*REQUIRED ACTION*.
Below are some entries. Repeat exactly the lines from the one with "M244,167L276,201L274,209L251,231" through the one with "M197,458L274,532", and only those.

*DATA FOR THE TASK*.
--

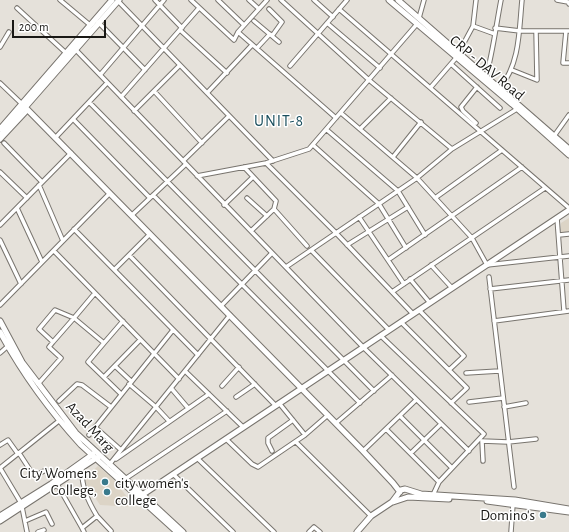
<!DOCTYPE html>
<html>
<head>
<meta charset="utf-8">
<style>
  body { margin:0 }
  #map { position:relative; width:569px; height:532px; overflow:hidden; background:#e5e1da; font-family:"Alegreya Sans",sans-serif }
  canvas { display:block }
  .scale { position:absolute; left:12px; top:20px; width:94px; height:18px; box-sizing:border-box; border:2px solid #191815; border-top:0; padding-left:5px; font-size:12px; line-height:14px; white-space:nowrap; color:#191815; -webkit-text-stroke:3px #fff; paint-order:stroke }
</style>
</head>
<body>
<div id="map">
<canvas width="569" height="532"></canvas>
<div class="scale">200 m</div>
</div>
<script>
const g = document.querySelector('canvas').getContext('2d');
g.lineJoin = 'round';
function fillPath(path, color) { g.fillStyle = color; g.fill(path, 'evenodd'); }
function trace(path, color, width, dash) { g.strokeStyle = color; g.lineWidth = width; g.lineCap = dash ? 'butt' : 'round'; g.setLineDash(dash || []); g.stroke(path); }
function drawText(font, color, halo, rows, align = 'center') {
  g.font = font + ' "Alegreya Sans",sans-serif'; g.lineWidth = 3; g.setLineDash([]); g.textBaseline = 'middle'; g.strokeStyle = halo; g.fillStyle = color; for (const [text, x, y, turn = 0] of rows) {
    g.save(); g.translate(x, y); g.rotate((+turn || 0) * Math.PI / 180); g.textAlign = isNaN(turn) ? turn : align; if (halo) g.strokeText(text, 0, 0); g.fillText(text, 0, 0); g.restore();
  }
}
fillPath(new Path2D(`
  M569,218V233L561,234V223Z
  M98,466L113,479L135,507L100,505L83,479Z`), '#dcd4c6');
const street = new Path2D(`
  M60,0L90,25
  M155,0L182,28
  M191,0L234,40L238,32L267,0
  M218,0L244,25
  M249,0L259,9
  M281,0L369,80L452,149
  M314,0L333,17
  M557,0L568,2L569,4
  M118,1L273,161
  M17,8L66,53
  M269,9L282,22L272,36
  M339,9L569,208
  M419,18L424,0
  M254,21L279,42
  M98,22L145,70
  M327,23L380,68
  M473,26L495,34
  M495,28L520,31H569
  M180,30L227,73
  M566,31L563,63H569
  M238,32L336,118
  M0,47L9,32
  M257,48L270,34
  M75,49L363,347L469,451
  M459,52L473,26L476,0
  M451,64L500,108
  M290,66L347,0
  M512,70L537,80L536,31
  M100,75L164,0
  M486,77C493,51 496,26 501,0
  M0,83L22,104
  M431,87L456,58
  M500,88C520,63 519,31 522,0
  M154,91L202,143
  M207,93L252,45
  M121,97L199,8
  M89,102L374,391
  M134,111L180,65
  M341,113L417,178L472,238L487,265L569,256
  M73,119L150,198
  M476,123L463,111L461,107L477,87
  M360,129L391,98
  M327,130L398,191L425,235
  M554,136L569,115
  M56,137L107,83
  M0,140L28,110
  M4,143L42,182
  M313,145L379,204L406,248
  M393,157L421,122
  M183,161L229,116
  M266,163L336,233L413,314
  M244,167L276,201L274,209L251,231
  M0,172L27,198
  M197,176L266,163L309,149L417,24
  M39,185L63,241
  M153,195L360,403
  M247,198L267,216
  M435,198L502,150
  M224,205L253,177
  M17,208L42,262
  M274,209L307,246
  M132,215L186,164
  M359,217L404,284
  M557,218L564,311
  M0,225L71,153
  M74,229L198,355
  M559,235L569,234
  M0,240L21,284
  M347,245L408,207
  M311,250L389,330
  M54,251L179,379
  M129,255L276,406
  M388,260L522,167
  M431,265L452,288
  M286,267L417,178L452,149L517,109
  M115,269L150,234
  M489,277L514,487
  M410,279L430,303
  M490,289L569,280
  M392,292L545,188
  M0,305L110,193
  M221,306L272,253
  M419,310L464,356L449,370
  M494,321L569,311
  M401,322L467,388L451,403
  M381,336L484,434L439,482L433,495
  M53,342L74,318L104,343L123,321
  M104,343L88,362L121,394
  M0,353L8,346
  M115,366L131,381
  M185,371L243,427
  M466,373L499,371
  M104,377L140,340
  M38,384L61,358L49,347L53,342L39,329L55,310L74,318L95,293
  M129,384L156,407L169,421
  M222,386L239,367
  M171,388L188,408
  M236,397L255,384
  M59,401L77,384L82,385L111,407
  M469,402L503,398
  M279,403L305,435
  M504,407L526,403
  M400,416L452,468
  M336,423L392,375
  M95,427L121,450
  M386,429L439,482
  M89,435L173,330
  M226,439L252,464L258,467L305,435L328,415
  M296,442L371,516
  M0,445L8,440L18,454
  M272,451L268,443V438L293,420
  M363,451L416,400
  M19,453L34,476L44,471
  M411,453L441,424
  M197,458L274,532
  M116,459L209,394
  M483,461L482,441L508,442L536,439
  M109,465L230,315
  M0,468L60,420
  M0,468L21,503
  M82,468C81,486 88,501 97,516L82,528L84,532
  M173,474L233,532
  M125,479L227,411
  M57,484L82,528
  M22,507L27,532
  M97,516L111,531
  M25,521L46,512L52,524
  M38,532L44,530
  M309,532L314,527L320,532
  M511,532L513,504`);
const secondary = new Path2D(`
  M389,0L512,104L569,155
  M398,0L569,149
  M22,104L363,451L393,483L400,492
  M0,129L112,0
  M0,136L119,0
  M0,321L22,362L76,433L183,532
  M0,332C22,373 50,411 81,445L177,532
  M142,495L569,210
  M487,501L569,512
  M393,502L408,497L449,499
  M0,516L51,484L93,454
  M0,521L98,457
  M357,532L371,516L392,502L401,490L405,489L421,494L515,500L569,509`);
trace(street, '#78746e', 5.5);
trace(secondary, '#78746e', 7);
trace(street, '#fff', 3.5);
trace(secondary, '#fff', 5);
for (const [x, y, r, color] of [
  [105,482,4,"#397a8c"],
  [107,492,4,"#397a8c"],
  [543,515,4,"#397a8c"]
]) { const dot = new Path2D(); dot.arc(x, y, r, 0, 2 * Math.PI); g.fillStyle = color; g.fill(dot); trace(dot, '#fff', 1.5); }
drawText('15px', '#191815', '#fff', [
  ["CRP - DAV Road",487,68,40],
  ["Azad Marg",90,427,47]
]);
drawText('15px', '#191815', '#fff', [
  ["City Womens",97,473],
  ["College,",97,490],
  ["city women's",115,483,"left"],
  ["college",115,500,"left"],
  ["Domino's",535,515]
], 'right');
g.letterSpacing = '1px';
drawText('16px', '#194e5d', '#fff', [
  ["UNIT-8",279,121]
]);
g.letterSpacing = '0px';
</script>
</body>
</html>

--

*RESPONSE TO THE TASK*.
  M244,167L276,201L274,209L251,231
  M0,172L27,198
  M197,176L266,163L309,149L417,24
  M39,185L63,241
  M153,195L360,403
  M247,198L267,216
  M435,198L502,150
  M224,205L253,177
  M17,208L42,262
  M274,209L307,246
  M132,215L186,164
  M359,217L404,284
  M557,218L564,311
  M0,225L71,153
  M74,229L198,355
  M559,235L569,234
  M0,240L21,284
  M347,245L408,207
  M311,250L389,330
  M54,251L179,379
  M129,255L276,406
  M388,260L522,167
  M431,265L452,288
  M286,267L417,178L452,149L517,109
  M115,269L150,234
  M489,277L514,487
  M410,279L430,303
  M490,289L569,280
  M392,292L545,188
  M0,305L110,193
  M221,306L272,253
  M419,310L464,356L449,370
  M494,321L569,311
  M401,322L467,388L451,403
  M381,336L484,434L439,482L433,495
  M53,342L74,318L104,343L123,321
  M104,343L88,362L121,394
  M0,353L8,346
  M115,366L131,381
  M185,371L243,427
  M466,373L499,371
  M104,377L140,340
  M38,384L61,358L49,347L53,342L39,329L55,310L74,318L95,293
  M129,384L156,407L169,421
  M222,386L239,367
  M171,388L188,408
  M236,397L255,384
  M59,401L77,384L82,385L111,407
  M469,402L503,398
  M279,403L305,435
  M504,407L526,403
  M400,416L452,468
  M336,423L392,375
  M95,427L121,450
  M386,429L439,482
  M89,435L173,330
  M226,439L252,464L258,467L305,435L328,415
  M296,442L371,516
  M0,445L8,440L18,454
  M272,451L268,443V438L293,420
  M363,451L416,400
  M19,453L34,476L44,471
  M411,453L441,424
  M197,458L274,532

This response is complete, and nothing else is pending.